= ABOUT THIS TASK =
Repeat the listing below in full and exactly. Pictures are to be omitted.

┌──

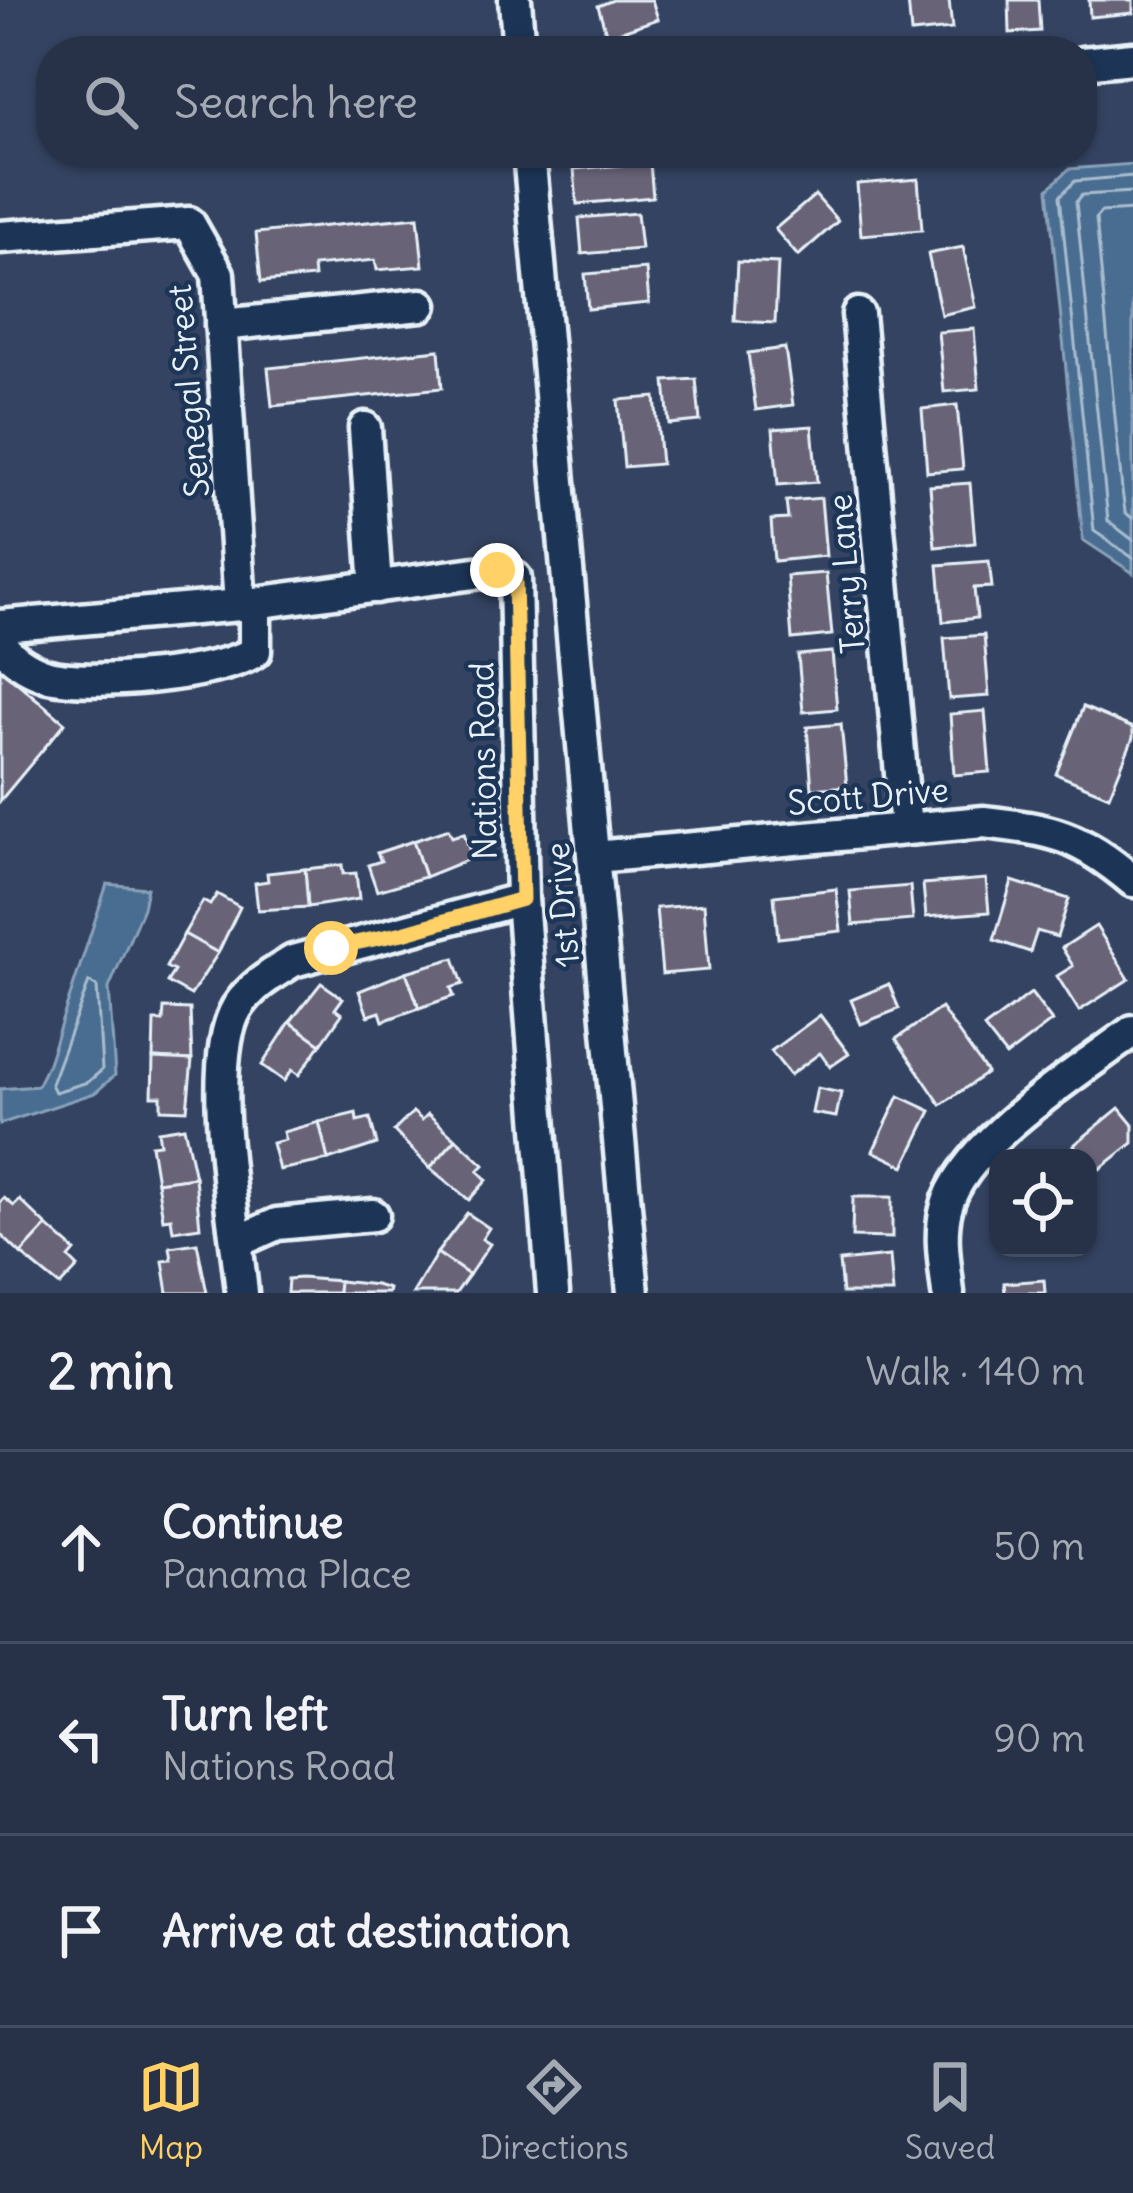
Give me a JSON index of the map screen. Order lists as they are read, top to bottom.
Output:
{
  "streets": {
    "street": [
      "Senegal Street",
      "Terry Lane",
      "Nations Road",
      "Scott Drive",
      "1st Drive"
    ]
  },
  "crossings": [
    ["Senegal Street", "Nations Road"],
    ["Terry Lane", "Scott Drive"],
    ["Scott Drive", "1st Drive"]
  ],
  "page": {
    "search": "Search here",
    "heading": ["2 min", "Walk · 140 m"],
    "list": [
      ["Continue", "Panama Place", "50 m"],
      ["Turn left", "Nations Road", "90 m"],
      "Arrive at destination"
    ],
    "nav": ["Map", "Directions", "Saved"]
  }
}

└──

= TASK RESULT =
Give me a JSON index of the map screen. Order lists as they are read, top to bottom.
Output:
{
  "streets": {
    "street": [
      "Senegal Street",
      "Terry Lane",
      "Nations Road",
      "Scott Drive",
      "1st Drive"
    ]
  },
  "crossings": [
    ["Senegal Street", "Nations Road"],
    ["Terry Lane", "Scott Drive"],
    ["Scott Drive", "1st Drive"]
  ],
  "page": {
    "search": "Search here",
    "heading": ["2 min", "Walk · 140 m"],
    "list": [
      ["Continue", "Panama Place", "50 m"],
      ["Turn left", "Nations Road", "90 m"],
      "Arrive at destination"
    ],
    "nav": ["Map", "Directions", "Saved"]
  }
}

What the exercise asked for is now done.